I think in its context, the Pharisees were trying to get Jesus, not asking about the specifics of civil disobedience and peaceful resistance, so I'm not sure this applicable. I think witholding taxes is pretty much a case of last resort. Quote: |
I think there may be a difference between institutionalized murder and immoral segregation. In the former, you could argue from self-defense. In cases where segregation is life-threatening, resistance seems legitimate in some forms, but why would it be if it means using a lower-quality restroom, water fountain, or sitting in the back of a bus?
| As Herman Goering pointed out at the Nuremburg trials, the anti-Semitic laws in Germany that led to the Holocaust and the segregation laws in the U.S. were only a matter of degree. I think this is addressed by Dr. King in "A Letter," which is found on post 5 on this thread.
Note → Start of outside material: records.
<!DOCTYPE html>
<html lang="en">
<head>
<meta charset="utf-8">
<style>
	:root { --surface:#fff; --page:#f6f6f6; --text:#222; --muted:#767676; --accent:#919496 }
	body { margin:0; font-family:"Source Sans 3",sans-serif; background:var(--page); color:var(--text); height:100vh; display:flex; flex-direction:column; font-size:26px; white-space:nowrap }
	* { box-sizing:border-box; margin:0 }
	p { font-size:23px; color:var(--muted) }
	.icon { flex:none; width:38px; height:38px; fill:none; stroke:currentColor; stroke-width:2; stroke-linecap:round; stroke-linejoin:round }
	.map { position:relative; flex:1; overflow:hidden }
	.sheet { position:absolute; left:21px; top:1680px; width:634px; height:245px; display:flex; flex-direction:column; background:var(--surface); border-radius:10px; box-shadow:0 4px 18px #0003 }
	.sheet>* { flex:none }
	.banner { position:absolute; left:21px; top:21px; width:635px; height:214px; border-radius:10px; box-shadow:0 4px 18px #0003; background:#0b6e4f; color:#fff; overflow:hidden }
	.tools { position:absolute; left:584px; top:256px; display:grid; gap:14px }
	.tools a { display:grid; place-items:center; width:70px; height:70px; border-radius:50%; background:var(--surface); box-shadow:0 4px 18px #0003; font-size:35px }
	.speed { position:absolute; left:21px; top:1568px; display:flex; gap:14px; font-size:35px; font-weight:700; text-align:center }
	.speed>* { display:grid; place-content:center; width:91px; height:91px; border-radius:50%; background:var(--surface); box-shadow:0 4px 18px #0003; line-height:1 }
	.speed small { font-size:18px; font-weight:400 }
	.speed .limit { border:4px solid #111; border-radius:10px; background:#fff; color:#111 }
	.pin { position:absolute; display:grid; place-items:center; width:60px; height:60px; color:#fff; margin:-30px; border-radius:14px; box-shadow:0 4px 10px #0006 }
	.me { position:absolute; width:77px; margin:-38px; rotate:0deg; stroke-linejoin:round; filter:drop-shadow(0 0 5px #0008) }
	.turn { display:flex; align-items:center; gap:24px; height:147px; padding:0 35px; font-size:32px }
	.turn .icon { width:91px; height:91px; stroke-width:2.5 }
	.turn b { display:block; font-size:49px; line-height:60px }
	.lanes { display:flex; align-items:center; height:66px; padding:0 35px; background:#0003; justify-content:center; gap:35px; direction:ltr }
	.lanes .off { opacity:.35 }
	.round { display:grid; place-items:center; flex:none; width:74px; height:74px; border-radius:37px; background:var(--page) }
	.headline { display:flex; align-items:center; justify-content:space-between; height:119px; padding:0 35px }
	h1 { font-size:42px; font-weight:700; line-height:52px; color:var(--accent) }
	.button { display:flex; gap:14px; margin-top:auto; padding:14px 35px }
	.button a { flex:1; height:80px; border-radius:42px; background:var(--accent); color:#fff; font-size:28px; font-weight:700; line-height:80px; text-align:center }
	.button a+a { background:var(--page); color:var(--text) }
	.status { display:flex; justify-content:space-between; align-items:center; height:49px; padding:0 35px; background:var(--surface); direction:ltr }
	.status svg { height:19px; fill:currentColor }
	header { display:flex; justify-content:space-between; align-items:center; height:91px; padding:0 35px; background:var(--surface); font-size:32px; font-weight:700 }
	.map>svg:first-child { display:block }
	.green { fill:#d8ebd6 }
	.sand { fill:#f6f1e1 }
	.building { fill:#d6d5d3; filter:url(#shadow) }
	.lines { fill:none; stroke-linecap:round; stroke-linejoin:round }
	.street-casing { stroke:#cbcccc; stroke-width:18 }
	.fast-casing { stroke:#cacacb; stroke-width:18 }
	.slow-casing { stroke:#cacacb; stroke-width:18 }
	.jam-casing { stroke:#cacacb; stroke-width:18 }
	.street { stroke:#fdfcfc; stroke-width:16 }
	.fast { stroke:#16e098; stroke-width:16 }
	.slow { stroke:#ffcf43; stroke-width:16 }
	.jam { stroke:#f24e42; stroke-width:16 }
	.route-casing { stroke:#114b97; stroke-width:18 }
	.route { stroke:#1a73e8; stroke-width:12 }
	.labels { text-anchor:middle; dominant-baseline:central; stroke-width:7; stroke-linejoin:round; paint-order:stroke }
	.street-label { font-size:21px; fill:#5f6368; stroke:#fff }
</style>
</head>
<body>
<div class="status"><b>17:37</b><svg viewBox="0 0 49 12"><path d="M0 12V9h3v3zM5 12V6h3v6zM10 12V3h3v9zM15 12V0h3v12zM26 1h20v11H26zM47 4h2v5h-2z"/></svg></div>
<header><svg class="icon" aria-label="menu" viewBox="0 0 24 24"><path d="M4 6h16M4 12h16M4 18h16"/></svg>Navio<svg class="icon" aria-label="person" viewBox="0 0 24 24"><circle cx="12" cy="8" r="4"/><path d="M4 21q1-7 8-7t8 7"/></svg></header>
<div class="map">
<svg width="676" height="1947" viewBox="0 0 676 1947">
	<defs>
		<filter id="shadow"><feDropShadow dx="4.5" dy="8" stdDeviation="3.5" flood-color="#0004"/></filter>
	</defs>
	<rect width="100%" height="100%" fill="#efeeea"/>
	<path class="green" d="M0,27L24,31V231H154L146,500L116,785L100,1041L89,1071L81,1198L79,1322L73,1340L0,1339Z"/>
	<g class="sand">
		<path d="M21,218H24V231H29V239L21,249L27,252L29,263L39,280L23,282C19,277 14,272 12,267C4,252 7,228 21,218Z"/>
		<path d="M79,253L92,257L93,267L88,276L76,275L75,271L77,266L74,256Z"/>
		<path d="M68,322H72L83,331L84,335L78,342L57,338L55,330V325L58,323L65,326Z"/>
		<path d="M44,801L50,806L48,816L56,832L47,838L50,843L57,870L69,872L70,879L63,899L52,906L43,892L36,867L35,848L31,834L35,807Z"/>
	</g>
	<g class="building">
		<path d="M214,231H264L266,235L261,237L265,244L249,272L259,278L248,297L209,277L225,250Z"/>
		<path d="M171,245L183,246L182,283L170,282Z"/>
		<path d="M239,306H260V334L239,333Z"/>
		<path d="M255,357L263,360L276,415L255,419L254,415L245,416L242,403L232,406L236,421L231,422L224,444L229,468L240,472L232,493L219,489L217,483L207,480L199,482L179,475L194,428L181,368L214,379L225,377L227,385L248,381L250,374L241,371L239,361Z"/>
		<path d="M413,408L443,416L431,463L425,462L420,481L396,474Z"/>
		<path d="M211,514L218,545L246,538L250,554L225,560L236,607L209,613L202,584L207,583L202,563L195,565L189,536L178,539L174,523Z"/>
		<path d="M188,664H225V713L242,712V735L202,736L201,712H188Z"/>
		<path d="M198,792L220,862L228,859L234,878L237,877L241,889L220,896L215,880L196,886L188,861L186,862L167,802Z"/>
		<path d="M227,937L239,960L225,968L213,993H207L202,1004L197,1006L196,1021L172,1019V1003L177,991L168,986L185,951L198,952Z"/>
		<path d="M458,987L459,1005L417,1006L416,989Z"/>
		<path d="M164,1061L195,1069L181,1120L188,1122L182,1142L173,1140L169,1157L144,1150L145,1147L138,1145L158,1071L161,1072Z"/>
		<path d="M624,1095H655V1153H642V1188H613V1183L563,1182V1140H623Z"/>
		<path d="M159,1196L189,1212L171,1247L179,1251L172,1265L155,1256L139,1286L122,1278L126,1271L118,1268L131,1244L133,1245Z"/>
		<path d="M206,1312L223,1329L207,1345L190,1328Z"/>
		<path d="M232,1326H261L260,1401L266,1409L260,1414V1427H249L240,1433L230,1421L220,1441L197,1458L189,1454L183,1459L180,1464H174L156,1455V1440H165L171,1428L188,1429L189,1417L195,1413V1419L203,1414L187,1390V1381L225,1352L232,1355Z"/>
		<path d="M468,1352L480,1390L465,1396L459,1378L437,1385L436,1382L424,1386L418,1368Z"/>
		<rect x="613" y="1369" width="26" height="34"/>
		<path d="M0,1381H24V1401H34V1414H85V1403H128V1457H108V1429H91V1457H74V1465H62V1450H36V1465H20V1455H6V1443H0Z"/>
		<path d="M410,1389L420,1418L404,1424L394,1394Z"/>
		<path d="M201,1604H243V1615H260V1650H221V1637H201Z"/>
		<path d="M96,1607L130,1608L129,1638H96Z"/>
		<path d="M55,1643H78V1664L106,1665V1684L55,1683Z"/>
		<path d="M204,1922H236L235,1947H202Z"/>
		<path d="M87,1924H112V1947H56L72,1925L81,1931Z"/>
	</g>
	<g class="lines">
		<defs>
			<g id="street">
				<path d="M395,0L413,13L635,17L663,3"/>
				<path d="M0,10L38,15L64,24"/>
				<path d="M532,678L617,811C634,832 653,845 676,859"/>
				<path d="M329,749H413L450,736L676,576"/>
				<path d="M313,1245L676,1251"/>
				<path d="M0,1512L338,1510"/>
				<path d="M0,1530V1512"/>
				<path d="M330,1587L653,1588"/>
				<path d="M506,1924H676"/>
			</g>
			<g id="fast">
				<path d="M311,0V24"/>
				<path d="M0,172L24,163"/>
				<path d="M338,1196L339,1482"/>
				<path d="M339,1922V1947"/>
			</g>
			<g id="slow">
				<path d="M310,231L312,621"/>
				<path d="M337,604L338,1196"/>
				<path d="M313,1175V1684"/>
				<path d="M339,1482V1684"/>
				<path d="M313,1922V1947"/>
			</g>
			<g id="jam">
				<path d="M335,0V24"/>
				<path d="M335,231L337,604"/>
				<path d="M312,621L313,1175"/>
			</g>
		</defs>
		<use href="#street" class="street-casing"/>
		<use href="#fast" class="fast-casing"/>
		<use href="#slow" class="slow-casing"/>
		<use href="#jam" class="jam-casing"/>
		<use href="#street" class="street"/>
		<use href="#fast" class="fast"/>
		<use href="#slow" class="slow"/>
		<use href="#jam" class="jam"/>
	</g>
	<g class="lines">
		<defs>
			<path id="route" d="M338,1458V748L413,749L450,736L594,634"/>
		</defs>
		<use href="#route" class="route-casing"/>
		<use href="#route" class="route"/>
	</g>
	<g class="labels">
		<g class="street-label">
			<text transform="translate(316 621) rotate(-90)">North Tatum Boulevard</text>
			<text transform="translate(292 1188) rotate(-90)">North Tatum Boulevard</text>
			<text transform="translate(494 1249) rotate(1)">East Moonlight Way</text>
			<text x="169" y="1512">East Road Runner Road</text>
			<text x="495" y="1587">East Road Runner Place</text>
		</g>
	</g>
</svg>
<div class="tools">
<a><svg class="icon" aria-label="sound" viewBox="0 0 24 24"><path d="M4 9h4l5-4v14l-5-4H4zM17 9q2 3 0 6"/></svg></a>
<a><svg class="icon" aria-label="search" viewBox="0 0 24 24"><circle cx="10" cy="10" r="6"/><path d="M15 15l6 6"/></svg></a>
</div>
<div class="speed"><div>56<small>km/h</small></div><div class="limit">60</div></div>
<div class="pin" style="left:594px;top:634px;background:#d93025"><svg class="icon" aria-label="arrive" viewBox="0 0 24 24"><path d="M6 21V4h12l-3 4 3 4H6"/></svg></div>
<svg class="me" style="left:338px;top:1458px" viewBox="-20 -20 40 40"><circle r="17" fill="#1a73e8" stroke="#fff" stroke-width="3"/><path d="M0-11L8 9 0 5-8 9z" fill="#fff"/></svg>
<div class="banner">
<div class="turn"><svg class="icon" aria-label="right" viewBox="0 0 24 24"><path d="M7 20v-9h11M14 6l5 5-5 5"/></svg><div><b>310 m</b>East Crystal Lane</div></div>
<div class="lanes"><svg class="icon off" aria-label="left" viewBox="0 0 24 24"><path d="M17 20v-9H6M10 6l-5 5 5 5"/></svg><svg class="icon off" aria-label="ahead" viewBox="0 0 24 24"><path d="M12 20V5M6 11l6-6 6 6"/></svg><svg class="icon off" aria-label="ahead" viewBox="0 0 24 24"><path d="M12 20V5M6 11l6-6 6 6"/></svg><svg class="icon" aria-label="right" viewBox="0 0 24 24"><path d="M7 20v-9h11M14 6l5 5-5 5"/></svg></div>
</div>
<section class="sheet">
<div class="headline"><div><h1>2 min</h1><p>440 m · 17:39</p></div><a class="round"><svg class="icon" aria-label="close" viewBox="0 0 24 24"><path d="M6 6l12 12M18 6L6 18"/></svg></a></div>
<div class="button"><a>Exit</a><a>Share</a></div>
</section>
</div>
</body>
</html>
Basically, the argument was that segregation was not only illegal (in the sense that "seperate but equal" was never going to be "equal), but that the inherent inequality made blacks in the south subject to inhuman degredation, that they really were not equal on a human level. That they were somehow less than human. Quote: |
BTW, I do not mean to belittle the actions of those who resisted segregation, nor the horrors they had to go through. The way they were treated is obviously terrible. I am only throwing out some questions surrounding the biblical legitimacy of illegal resistance to non-life threatening segregation.
| Well, they're good questions, and I think it's good they're being asked. We have a tendancy to be completely unquestioning about the way the Civil Rights movement accomplished its goals. It's my opinion that it was in the best tradition of Christian resistance, and serves as a fairly good model.